Ontem, porém, consegui ver a estreia da nova novela das 21h, “A Lei do Amor”. Não pretendo aqui fazer uma crítica da história ou do primeiro capítulo, mas falar de algo que me chamou a atenção e que tem a capacidade de exercer uma influência poderosa para o mal.
Um dos protagonistas é Fausto Leitão, o empresário vilão, esta caricatura das novelas e dos filmes brasileiros. Quem foi criança na década de 1980 vai se lembrar do filme “Os Saltimbancos Trapalhões” em que o canalha venal do filme era o dono do circo. A trilha sonora, muito boa por sinal, foi composta por Sergio Bardotti, Luis Enríquez Bacalov e Chico Buarque, que deixou sua marca ideológica em algumas letras.
Num diálogo no capítulo de ontem, Fausto (nome que remete ao famoso poema de Goethe) lamenta que o filho Hércules, um jovem do pior caráter, nunca tenha sido de esquerda depois do filho fazer uma graça com os esquerdistas da universidade.
Fausto admite em seguida ter sido socialista na juventude e solta uma pérola aos porcos com ar de superioridade: “Um jovem que não é socialista, não tem coração” (não lembro a frase exata, mas o sentido é esse de uma série de variações). As autoras da novela, Maria Adelaide Amaral e Vincent Villari, só esqueceram de completar a frase pela boca do personagem: “um velho que é socialista, não tem cabeça”. É, aliás, o caso geral de todos os que envelhecem e continuam socialistas; é o caso particular do personagem, que abandonou o socialismo, mas continuou sem cabeça e sem caráter.
Para arrematar, Fausto refere-se ao filho Pedro, o idealista de bom coração, como “o socialista”. A narrativa da novela está, portanto, definida: os corruptos da novela representam a “direita”; os virtuosos, a “esquerda”.
De onde vem essa mentalidade ideológica expressa num diálogo?
Maria Adelaide Amaral, coautora da novela, confessou que na década de 1960 era de “esquerda, como a maior parte das pessoas” de suas “relações”. Ela afirmou em depoimento para o livro “Autores – Histórias da Teledramaturgia” (Editora Globo, 2008) que apoiava na época as ligas camponesas e que ela tinha “retratos de Fidel Castro e Che Guevara”. Ela não lamentou “ter abraçado o socialismo” porque é necessário “sonhar e lutar por uma sociedade melhor” (p. 123). Não entendo como o saldo de mais de 100 milhões de mortos no século 20 provocado pelo socialismo possa ter qualquer relação com a construção de uma sociedade melhor.
O que os roteiristas da novela fizeram é algo recorrente (e o autor comunista Dias Gomes é um exemplo clássico): inserem nos diálogos o elogio do socialismo e a depreciação da “direita”. E escrevo entre aspas porque o que se apresenta nas novelas como sendo a “direita” é, na verdade, a versão desonesta dos seus autores.
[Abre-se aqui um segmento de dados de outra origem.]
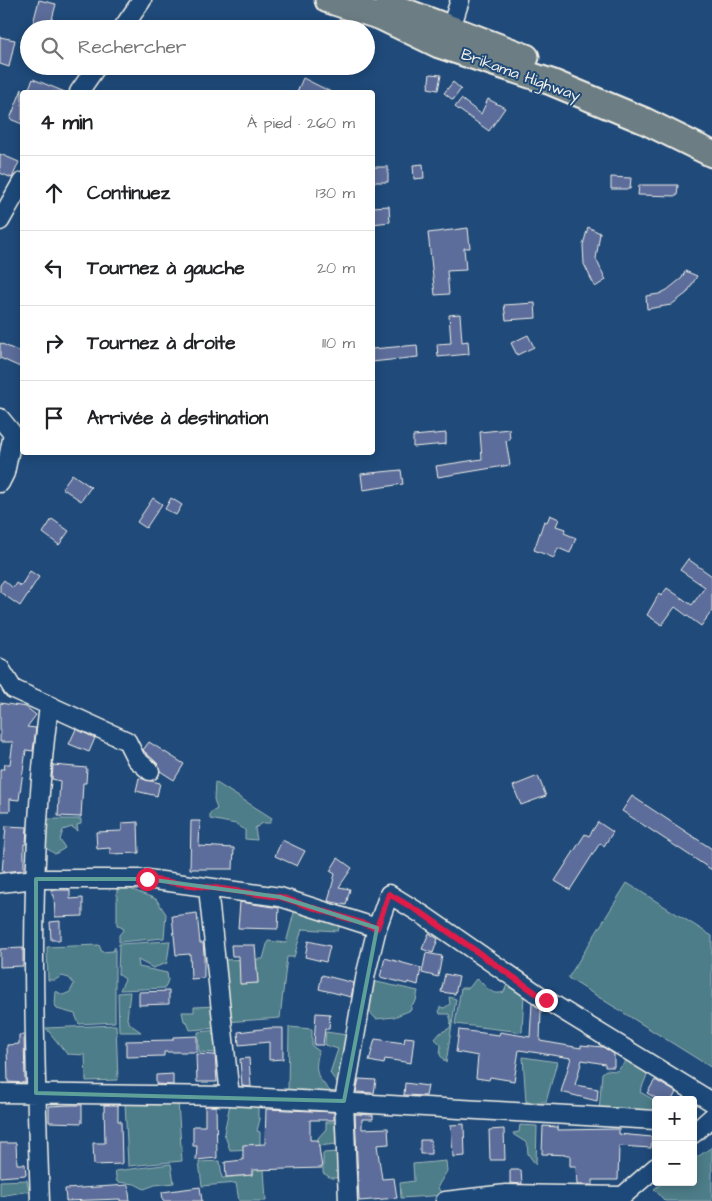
<!DOCTYPE html>
<html lang="fr">
<meta charset="utf-8">
<style>
:root{--surface:#fff;--page:#f6f6f6;--text:#202124;--muted:#757577;--line:#e0e0e0}
body{margin:0;font-family:"Architects Daughter",sans-serif;background:var(--page);color:var(--text)}
.controls{position:absolute;right:15px;bottom:15px;display:grid;overflow:hidden;border-radius:5px;box-shadow:0 2px 12px #0003}
.controls button{width:45px;height:45px;display:grid;place-items:center;padding:0;border:0;border-bottom:1px solid var(--line);background:var(--surface);color:var(--text);font:25px sans-serif}
.stop{position:absolute;width:15px;height:15px;margin:-11px;border:4px solid #e11d48;border-radius:50%;background:#fff}
.stop.end{background:#e11d48;border-color:#fff;box-shadow:0 1px 5px #0008}
.list{margin:0;padding:0;list-style:none}
h2{display:flex;justify-content:space-between;align-items:center;height:65px;margin:0;padding:0 20px;font-size:21px}
h2 small{font-size:16px;font-weight:400;color:var(--muted)}
.list li{display:grid;grid-template-columns:32px 1fr auto;gap:15px;align-items:center;box-sizing:border-box;height:75px;padding:0 20px;border-top:1px solid var(--line)}
.list b{display:block;font-size:19px;white-space:nowrap}
.list em{font-size:16px;font-style:normal;color:var(--muted)}
.icon{flex:none;width:28px;height:28px;fill:none;stroke:currentColor;stroke-width:2;stroke-linecap:round;stroke-linejoin:round}
.map{position:relative;flex:none;width:712px;height:1201px;overflow:hidden}
.search{position:absolute;background:var(--surface);box-shadow:0 2px 12px #0003;left:20px;top:20px;width:355px;height:55px;display:flex;align-items:center;gap:12px;box-sizing:border-box;padding:0 18px;border-radius:28px;color:var(--muted);font-size:19px}
.panel{position:absolute;background:var(--surface);box-shadow:0 2px 12px #0003;left:20px;top:90px;width:355px;height:365px;border-radius:5px}
.map>svg:first-child{display:block}
</style>
<div class="map">
<svg width="712" height="1201" viewBox="0 0 712 1201">
<rect width="100%" height="100%" fill="#1f4a7a"/>
<filter id="ink" filterUnits="userSpaceOnUse"><feTurbulence type="fractalNoise" baseFrequency=".02" numOctaves="2"/><feDisplacementMap in="SourceGraphic" scale="10" xChannelSelector="R" yChannelSelector="G"/><feConvolveMatrix kernelMatrix="1 2 1 2 8 2 1 2 1" color-interpolation-filters="sRGB"/></filter>
<g filter="url(#ink)">
<path fill="#4d7d88" stroke="#a0b7b8" fill-rule="evenodd" d="M 215,782 L 272,818 L 270,823 L 263,823 L 255,828 L 257,840 L 245,839 L 245,830 L 236,824 L 210,819 L 210,813 L 217,809 L 214,799 Z
M 46,819 L 81,819 L 81,824 L 77,825 L 78,831 L 72,827 L 63,830 L 60,840 L 65,848 L 55,854 L 46,848 Z
M 627,883 L 712,936 L 712,1068 L 568,978 Z
M 117,884 L 156,899 L 166,914 L 164,938 L 119,942 L 119,935 L 124,929 L 117,925 Z
M 296,905 L 342,920 L 338,931 L 302,929 L 294,957 L 287,957 L 280,1018 L 225,1022 L 218,960 L 263,959 L 268,941 L 286,943 ZM 257,967 L 258,983 L 241,984 L 240,968 Z
M 170,941 L 167,963 L 153,968 L 138,960 L 139,967 L 167,973 L 168,980 L 165,988 L 120,990 L 125,979 L 118,974 L 119,944 Z
M 99,945 L 102,952 L 113,951 L 115,947 L 115,1022 L 79,1024 L 75,1014 L 57,1009 L 55,1004 L 56,991 L 63,995 L 70,992 L 74,984 L 69,978 L 62,976 L 55,980 L 48,980 L 47,947 Z
M 476,979 L 479,980 C 487,988 492,996 504,992 L 508,982 L 524,994 L 522,1032 L 455,1024 L 461,988 L 469,988 Z
M 372,981 L 418,991 L 416,1001 L 411,1006 L 411,1010 L 394,1017 L 376,1019 L 367,1009 Z
M 130,992 L 127,1019 L 131,1025 L 141,1032 L 119,1032 L 118,993 Z
M 449,997 L 456,999 L 446,1063 L 440,1055 L 441,1045 L 435,1039 L 440,1033 L 450,1028 L 451,1021 L 449,1014 L 440,1014 L 439,1010 L 440,1007 L 444,1008 L 450,1004 Z
M 216,1006 L 217,1028 L 190,1030 L 187,1022 L 184,1021 L 182,1012 L 194,1012 L 194,1007 Z
M 116,1025 L 118,1080 L 86,1081 L 85,1055 L 67,1054 L 46,1028 Z
M 289,1027 L 312,1029 L 312,1046 L 319,1051 C 314,1072 316,1076 331,1092 L 288,1091 Z
M 219,1030 L 220,1053 L 199,1052 L 198,1032 Z
M 326,1032 L 347,1035 L 339,1086 L 330,1073 L 338,1049 L 325,1045 Z
M 523,1057 L 557,1062 L 546,1102 L 526,1102 Z
M 629,1058 L 649,1070 L 640,1092 L 656,1101 L 656,1114 L 599,1112 L 602,1073 L 606,1070 L 617,1071 Z
M 125,1102 L 178,1102 L 182,1161 L 128,1166 Z
M 230,1104 L 258,1105 L 258,1118 L 260,1119 L 257,1131 L 260,1132 L 260,1146 L 257,1149 L 230,1150 L 224,1133 Z
M 326,1122 L 335,1122 L 336,1144 L 319,1146 L 318,1138 L 326,1129 Z
M 520,1125 L 537,1126 L 536,1165 L 528,1154 L 527,1143 L 514,1135 L 513,1133 L 519,1132 Z
M 712,1147 L 712,1201 L 665,1201 L 654,1189 L 663,1182 L 693,1182 L 693,1160 Z
M 338,1152 L 340,1178 L 331,1178 L 323,1173 L 323,1153 Z
M 263,1153 L 266,1201 L 239,1201 L 236,1183 L 202,1186 L 199,1162 L 220,1161 L 222,1178 L 252,1175 L 252,1156 L 243,1156 L 243,1154 Z
M 446,1161 L 447,1171 L 438,1186 L 439,1190 L 446,1195 L 401,1198 L 400,1183 L 414,1181 L 413,1164 Z
M 171,1164 L 174,1183 L 155,1185 L 144,1189 L 135,1184 L 117,1182 L 115,1171 Z
M 27,1180 L 29,1191 L 0,1196 L 0,1181 Z"/>
<path fill="#5b6d9b" stroke="#f4f1e8" d="M 39,0 L 56,4 L 50,27 L 33,23 Z
M 0,37 L 15,40 L 9,67 L 0,64 Z
M 430,74 L 441,75 L 438,90 L 428,88 Z
M 303,78 L 331,92 L 297,92 Z
M 33,79 L 65,92 L 27,92 Z
M 453,82 L 461,89 L 453,100 L 444,93 Z
M 22,89 L 22,124 L 10,119 Z
M 461,99 L 481,114 L 488,99 L 505,108 L 489,131 L 455,107 Z
M 0,154 L 19,162 L 12,178 L 0,173 Z
M 423,164 L 424,178 L 414,179 L 413,165 Z
M 372,167 L 388,167 L 388,182 L 372,182 Z
M 611,177 L 631,178 L 630,189 L 611,189 Z
M 639,185 L 678,185 L 677,196 L 638,195 Z
M 389,206 L 390,222 L 372,224 L 372,207 Z
M 588,227 L 600,233 L 596,259 L 606,280 L 595,287 L 584,264 L 583,245 Z
M 468,228 L 470,248 L 464,248 L 466,270 L 447,271 L 449,294 L 435,295 L 428,233 Z
M 685,271 L 697,276 L 687,293 L 671,305 L 647,309 L 646,296 L 659,294 L 667,290 L 682,278 Z
M 535,303 L 536,318 L 506,320 L 504,305 Z
M 460,314 L 462,342 L 468,341 L 469,354 L 438,357 L 437,344 L 451,343 L 449,315 Z
M 528,335 L 534,347 L 517,355 L 511,343 Z
M 0,343 L 22,353 L 20,367 L 0,358 Z
M 417,345 L 418,357 L 372,362 L 372,349 Z
M 509,429 L 510,440 L 506,441 L 510,465 L 438,477 L 436,466 L 482,459 L 480,432 Z
M 446,433 L 446,444 L 413,447 L 413,436 Z
M 401,470 L 403,484 L 363,490 L 361,474 Z
M 72,474 L 91,487 L 81,501 L 62,488 Z
M 153,498 L 162,504 L 146,528 L 137,522 Z
M 171,498 L 182,505 L 176,515 L 165,509 Z
M 550,515 L 559,519 L 556,526 L 565,529 L 564,533 L 576,538 L 570,553 L 558,548 L 554,558 L 534,550 L 544,521 L 547,522 Z
M 52,519 L 69,531 L 59,545 L 43,533 Z
M 688,559 L 712,576 L 712,611 L 701,626 L 675,607 L 662,625 L 647,615 L 659,594 L 661,596 L 667,588 L 692,605 L 705,587 L 680,570 Z
M 30,571 L 39,577 L 20,606 L 0,592 L 0,585 L 4,580 L 13,588 L 16,583 L 21,586 Z
M 0,703 L 26,707 L 36,715 L 27,727 L 36,728 L 33,751 L 26,750 L 19,800 L 10,799 L 10,811 L 0,811 L 0,769 L 4,769 L 5,764 L 10,764 L 13,742 L 0,742 Z
M 76,729 L 95,738 L 89,752 L 69,744 Z
M 149,742 L 184,764 L 174,780 L 160,771 L 157,763 L 145,752 L 143,750 Z
M 53,765 L 87,768 L 86,783 L 83,783 L 81,817 L 58,816 L 60,781 L 52,779 Z
M 538,776 L 546,796 L 521,805 L 513,786 Z
M 139,778 L 160,783 L 157,796 L 136,791 Z
M 632,796 L 712,849 L 712,870 L 622,811 Z
M 191,821 L 200,821 L 199,846 L 234,848 L 233,869 L 190,869 Z
M 138,822 L 139,853 L 110,854 L 110,848 L 97,849 L 96,832 L 122,831 L 122,823 Z
M 598,822 L 613,832 L 604,846 L 600,843 L 570,890 L 555,881 L 585,834 L 589,836 Z
M 6,826 L 27,827 L 26,844 L 24,844 L 24,870 L 2,872 Z
M 282,840 L 305,851 L 297,866 L 275,856 Z
M 338,858 L 352,868 L 339,887 L 350,889 L 346,905 L 328,901 L 335,874 L 330,871 Z
M 51,890 L 70,890 L 70,899 L 83,898 L 83,916 L 55,917 L 54,895 L 52,895 Z
M 240,902 L 279,908 L 278,929 L 238,928 Z
M 197,913 L 200,943 L 203,943 L 204,954 L 204,978 L 191,979 L 190,954 L 176,955 L 172,916 Z
M 60,921 L 60,940 L 51,940 L 50,922 Z
M 429,933 L 438,939 L 433,953 L 422,949 Z
M 308,941 L 330,946 L 326,962 L 305,957 Z
M 231,945 L 255,945 L 258,983 L 240,984 L 239,956 L 232,956 Z
M 23,948 L 23,966 L 0,967 L 0,949 Z
M 426,953 L 442,956 L 438,977 L 422,973 Z
M 385,958 L 421,968 L 418,985 L 408,982 L 407,984 L 380,977 Z
M 445,974 L 459,977 L 455,994 L 441,992 Z
M 322,975 L 354,983 L 351,997 L 319,989 Z
M 169,991 L 169,1004 L 139,1005 L 139,992 Z
M 532,1003 L 541,1010 L 540,1041 L 581,1048 L 581,1045 L 603,1047 L 614,1054 L 614,1067 L 605,1067 L 605,1064 L 582,1060 L 575,1085 L 598,1089 L 597,1101 L 561,1092 L 571,1058 L 519,1050 L 514,1081 L 490,1077 L 489,1080 L 476,1078 L 478,1056 L 456,1052 L 459,1030 L 499,1035 L 500,1032 L 530,1037 Z
M 316,1013 L 330,1014 L 329,1029 L 325,1029 L 323,1045 L 314,1045 Z
M 269,1028 L 283,1028 L 283,1059 L 269,1060 L 269,1042 L 239,1045 L 238,1032 Z
M 19,1035 L 24,1035 L 25,1083 L 8,1082 L 7,1045 L 19,1044 Z
M 197,1036 L 197,1052 L 164,1052 L 164,1056 L 126,1057 L 126,1041 L 173,1040 L 173,1037 Z
M 405,1037 L 414,1038 L 411,1063 L 385,1059 L 384,1064 L 369,1061 L 375,1039 L 404,1043 Z
M 196,1054 L 215,1055 L 217,1082 L 197,1082 Z
M 249,1058 L 251,1087 L 242,1086 L 240,1059 Z
M 173,1074 L 173,1085 L 156,1084 L 156,1075 Z
M 359,1079 L 376,1080 L 374,1093 L 356,1092 Z
M 655,1080 L 676,1092 L 672,1100 L 659,1100 L 647,1093 Z
M 405,1083 L 428,1086 L 426,1096 L 404,1095 Z
M 70,1105 L 82,1105 L 82,1123 L 49,1122 L 49,1106 Z
M 104,1105 L 118,1105 L 118,1121 L 121,1121 L 122,1164 L 94,1165 L 93,1143 L 105,1143 Z
M 205,1106 L 216,1106 L 217,1158 L 196,1160 L 197,1146 L 193,1146 L 193,1126 L 205,1126 Z
M 266,1109 L 334,1112 L 334,1120 L 310,1120 L 310,1140 L 318,1140 L 322,1168 L 252,1170 L 252,1175 L 226,1177 L 225,1162 L 243,1160 L 243,1145 L 265,1144 Z
M 355,1114 L 373,1115 L 373,1119 L 362,1119 L 362,1129 L 388,1128 L 389,1144 L 377,1145 L 382,1179 L 394,1178 L 397,1198 L 359,1201 Z
M 464,1124 L 465,1156 L 453,1157 L 451,1125 Z
M 543,1126 L 558,1127 L 558,1130 L 619,1129 L 619,1134 L 652,1137 L 651,1148 L 619,1146 L 618,1180 L 593,1180 L 593,1185 L 577,1185 L 576,1166 L 570,1166 L 570,1155 L 542,1154 Z
M 504,1129 L 505,1160 L 490,1160 L 489,1130 Z
M 420,1140 L 431,1140 L 431,1154 L 420,1154 Z
M 0,1143 L 16,1143 L 17,1164 L 25,1164 L 26,1175 L 0,1177 Z
M 510,1170 L 521,1170 L 522,1184 L 510,1183 Z
M 128,1185 L 130,1201 L 120,1201 L 120,1199 L 66,1201 L 65,1189 Z
M 200,1187 L 202,1201 L 163,1201 L 162,1192 Z"/>
<g fill="none" stroke-linecap="round" stroke-linejoin="round">
<defs>
<path id="minor" d="M 122,29 L 142,0
M 445,36 L 451,28 L 460,0
M 79,92 L 97,66
M 0,221 L 22,182
M 0,418 L 13,434 L 5,473 L 0,483
M 0,668 L 13,689 L 127,741 L 136,759 L 150,771
M 0,883 L 36,879 L 147,879 L 280,897 L 377,928
M 208,888 L 230,1096
M 0,1093 L 230,1096 L 656,1120
M 693,1134 L 712,1117
M 40,1201 C 34,1037 27,869 49,706
M 348,1201 L 344,1101 L 366,973 L 377,928 L 389,894 L 423,915 L 546,1000 L 712,1102
M 445,1201 L 506,1194 L 623,1196
M 617,1201 L 656,1167"/>
<path id="highway" d="M 328,0 L 381,17 L 439,45 L 551,82 L 645,121 L 712,154
M 388,5 L 526,57"/>
</defs>
<use href="#minor" stroke="#f4f1e8" stroke-width="21"/>
<use href="#highway" stroke="#f4f1e8" stroke-width="29"/>
<use href="#minor" stroke="#1f4a7a" stroke-width="18"/>
<use href="#highway" stroke="#6c7e84" stroke-width="25"/>
</g>
</g>
<g fill="none" stroke-linecap="round" stroke-linejoin="round" filter="url(#ink)">
<path stroke="#e11d48" stroke-width="6" d="M 147,879 L 280,897 L 377,928 L 389,894 L 423,914 L 546,1000"/>
</g>
<path fill="none" stroke="#5fa199" stroke-width="4" stroke-linejoin="round" d="M 36,879 L 147,879 L 280,897 L 377,928 L 344,1101 L 36,1093 Z"/>
<g text-anchor="middle" stroke-width="4" stroke-linejoin="round" paint-order="stroke">
<g font-size="16" fill="#f4f1e8" stroke="#1f4a7a">
<text transform="translate(521 74) rotate(20)" y="6">Brikama Highway</text>
</g>
</g>
</svg>
<div class="controls">
<button>+</button>
<button>−</button>
</div>
<div class="stop" style="left:147px;top:879px"></div>
<div class="stop end" style="left:546px;top:1000px"></div>
<div class="search"><svg class="icon" aria-label="search" viewBox="0 0 24 24"><circle cx="10" cy="10" r="6"/><path d="M15 15l6 6"/></svg>Rechercher</div>
<section class="panel">
<h2>4 min<small>À pied · 260 m</small></h2>
<ul class="list">
<li><svg class="icon" aria-label="ahead" viewBox="0 0 24 24"><path d="M12 20V5M6 11l6-6 6 6"/></svg><div><b>Continuez</b></div><em>130 m</em></li>
<li><svg class="icon" aria-label="left" viewBox="0 0 24 24"><path d="M17 20v-9H6M10 6l-5 5 5 5"/></svg><div><b>Tournez à gauche</b></div><em>20 m</em></li>
<li><svg class="icon" aria-label="right" viewBox="0 0 24 24"><path d="M7 20v-9h11M14 6l5 5-5 5"/></svg><div><b>Tournez à droite</b></div><em>110 m</em></li>
<li><svg class="icon" aria-label="arrive" viewBox="0 0 24 24"><path d="M6 21V4h12l-3 4 3 4H6"/></svg><div><b>Arrivée à destination</b></div></li>
</ul>
</section>
</div>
Para o espectador médio, que não consegue perceber esse tipo de mensagem ideológica, o que gruda na cabeça é: a “direita” é ruim, a “esquerda” é boa. Isso tem um impacto cultural profundo, especialmente entre a juventude (de idade e de cabeça) universitária.
A nova novela das 21h deverá manter o padrão técnico de excelência da emissora. Mas seus autores não deveriam se aproveitar desse instrumento para expressar malandramente a sua visão ideológica. Felizmente, os tempos são outros e esse tipo de doutrinação tem sido denunciada. Para o bem da cultura política nacional.